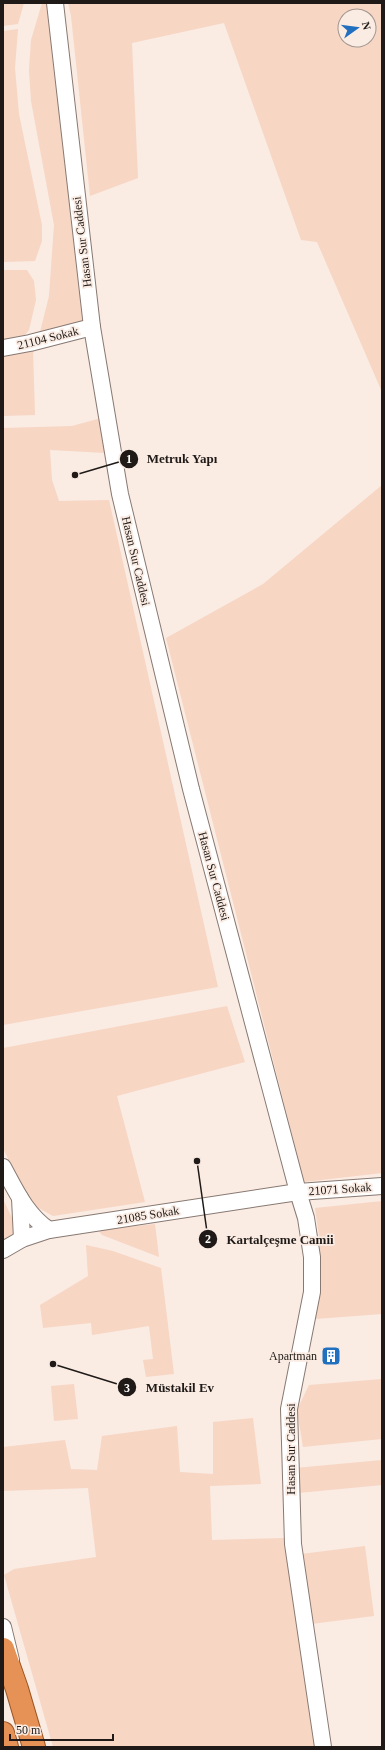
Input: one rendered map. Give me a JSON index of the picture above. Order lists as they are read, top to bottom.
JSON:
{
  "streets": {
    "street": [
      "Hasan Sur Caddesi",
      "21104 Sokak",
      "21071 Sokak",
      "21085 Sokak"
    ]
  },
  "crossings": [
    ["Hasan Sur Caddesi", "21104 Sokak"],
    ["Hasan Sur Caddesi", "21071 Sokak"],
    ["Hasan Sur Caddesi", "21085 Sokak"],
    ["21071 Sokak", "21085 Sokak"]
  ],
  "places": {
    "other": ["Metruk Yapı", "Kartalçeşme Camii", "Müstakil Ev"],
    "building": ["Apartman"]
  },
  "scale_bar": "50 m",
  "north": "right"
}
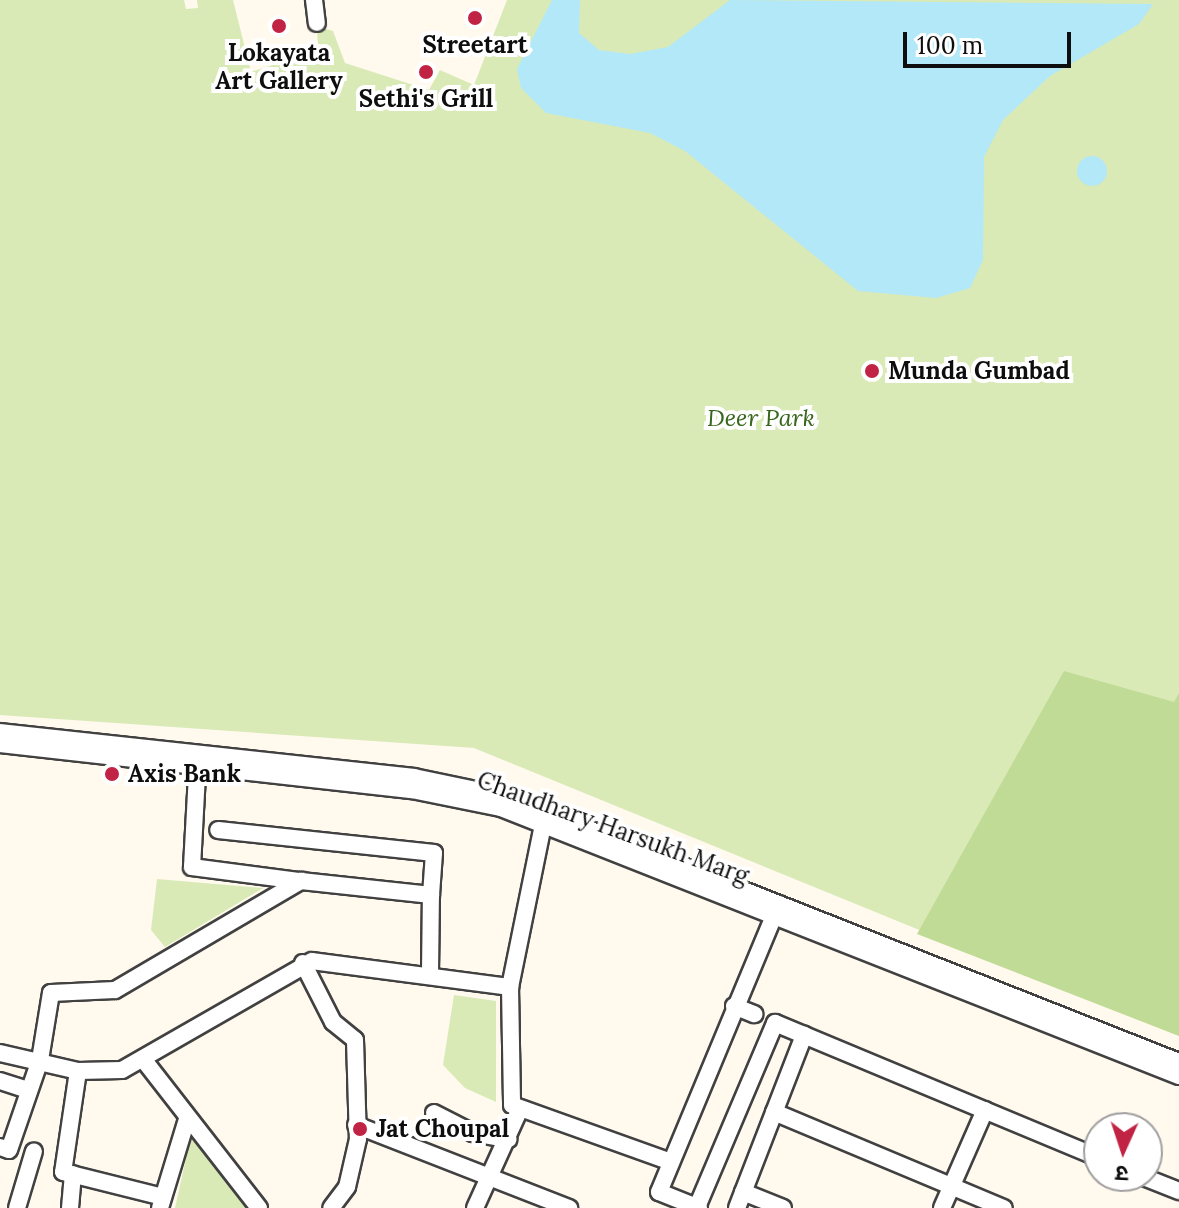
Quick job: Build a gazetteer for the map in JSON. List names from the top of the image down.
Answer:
^^^^^^^^
### Activity
Transcribe each entry exactly, pictures excluded.

### Written response
Input: one rendered map. Give me a JSON index of the picture above. Order lists as they are read, top to bottom.
JSON:
{
  "streets": {
    "street": [
      "Hasan Sur Caddesi",
      "21104 Sokak",
      "21071 Sokak",
      "21085 Sokak"
    ]
  },
  "crossings": [
    ["Hasan Sur Caddesi", "21104 Sokak"],
    ["Hasan Sur Caddesi", "21071 Sokak"],
    ["Hasan Sur Caddesi", "21085 Sokak"],
    ["21071 Sokak", "21085 Sokak"]
  ],
  "places": {
    "other": ["Metruk Yapı", "Kartalçeşme Camii", "Müstakil Ev"],
    "building": ["Apartman"]
  },
  "scale_bar": "50 m",
  "north": "right"
}
Quick job: Build a gazetteer for the map in JSON. List names from the top of the image down.
Answer:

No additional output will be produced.